Élu sur un programme isolationniste, Donald Trump a pris à contre-pied ses électeurs en satisfaisant les intérêts des officines néoconservatrices et d’Israël. Au-delà de la guerre au Proche-Orient, c’est un système de chantage explicite qu’il expose au monde entier.
Une certaine continuité, mais des méthodes sans filtre. Les États-Unis n’ont pas radicalement changé avec l’arrivée au pouvoir de Donald Trump. Le pays était déjà protectionniste (voir ici), il l’est toujours, mais avec une communication particulièrement agressive sur les droits de douane.
Le pays agissait en gendarme du monde, notamment grâce à l’USAID, que Trump a réduite à peau de chagrin. Il agit désormais en maître chanteur en intimant à ses propres alliés de ne pas commercer avec l’Iran ou même, désormais, le Nicaragua.

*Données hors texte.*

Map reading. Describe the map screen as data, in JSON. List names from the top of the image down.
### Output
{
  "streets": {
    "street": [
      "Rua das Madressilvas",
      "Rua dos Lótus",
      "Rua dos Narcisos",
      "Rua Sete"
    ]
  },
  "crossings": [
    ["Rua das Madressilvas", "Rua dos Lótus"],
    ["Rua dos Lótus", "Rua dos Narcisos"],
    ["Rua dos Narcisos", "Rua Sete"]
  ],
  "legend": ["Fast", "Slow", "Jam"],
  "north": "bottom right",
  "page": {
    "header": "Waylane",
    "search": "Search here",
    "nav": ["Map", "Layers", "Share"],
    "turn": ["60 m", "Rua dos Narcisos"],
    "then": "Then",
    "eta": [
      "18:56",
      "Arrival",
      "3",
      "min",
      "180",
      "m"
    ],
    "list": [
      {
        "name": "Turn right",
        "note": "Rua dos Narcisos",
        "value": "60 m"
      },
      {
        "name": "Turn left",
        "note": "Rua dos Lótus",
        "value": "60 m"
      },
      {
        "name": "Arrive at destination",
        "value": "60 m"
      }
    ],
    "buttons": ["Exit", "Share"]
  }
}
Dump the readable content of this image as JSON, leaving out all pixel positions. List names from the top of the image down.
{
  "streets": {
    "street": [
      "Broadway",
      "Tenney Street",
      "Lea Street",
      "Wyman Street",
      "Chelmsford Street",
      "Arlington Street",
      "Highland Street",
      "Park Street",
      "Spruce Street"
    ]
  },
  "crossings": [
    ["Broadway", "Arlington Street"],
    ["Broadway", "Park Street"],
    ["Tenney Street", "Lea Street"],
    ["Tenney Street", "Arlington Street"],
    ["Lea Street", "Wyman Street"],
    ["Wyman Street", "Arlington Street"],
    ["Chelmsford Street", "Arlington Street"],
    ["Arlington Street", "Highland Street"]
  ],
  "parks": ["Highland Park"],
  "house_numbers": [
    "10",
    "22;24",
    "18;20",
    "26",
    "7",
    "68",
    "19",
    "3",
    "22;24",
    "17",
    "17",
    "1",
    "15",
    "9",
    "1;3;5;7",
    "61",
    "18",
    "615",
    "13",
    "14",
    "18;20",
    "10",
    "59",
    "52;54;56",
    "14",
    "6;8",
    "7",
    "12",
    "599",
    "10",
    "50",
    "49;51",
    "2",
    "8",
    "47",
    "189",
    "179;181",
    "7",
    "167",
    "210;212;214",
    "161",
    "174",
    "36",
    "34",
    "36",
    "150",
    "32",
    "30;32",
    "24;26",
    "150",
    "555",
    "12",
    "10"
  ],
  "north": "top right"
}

Les menaces, autrefois voilées, ne le sont plus, ce qui n’est pas sans conséquence. La Maison-Blanche renonce clairement au langage diplomatique dont la forme, parfois d’apparence ampoulée, a une utilité pour apaiser les tensions.
L’arrestation aussi spectaculaire qu’illégale de Nicolás Maduro semble avoir marqué un tournant. Quelques mois après les premiers bombardements de l’Iran, Trump est parvenu à réussir « un coup ». La suite s’enchaînera rapidement avec son opération militaire, tout autant illégale, contre Téhéran.
Les résultats économiques et géostratégiques semblent pour l’heure faméliques et l’image des États-Unis est durablement écornée dans le Golfe, tandis que la République islamique pourrait ressortir renforcée d’une guerre dans laquelle elle résiste finalement assez bien.
Le très relatif retrait du dossier ukrainien n’efface pas non plus l’échec du chef d’État nord-américain, qui disait vouloir résoudre cette guerre en 48 heures.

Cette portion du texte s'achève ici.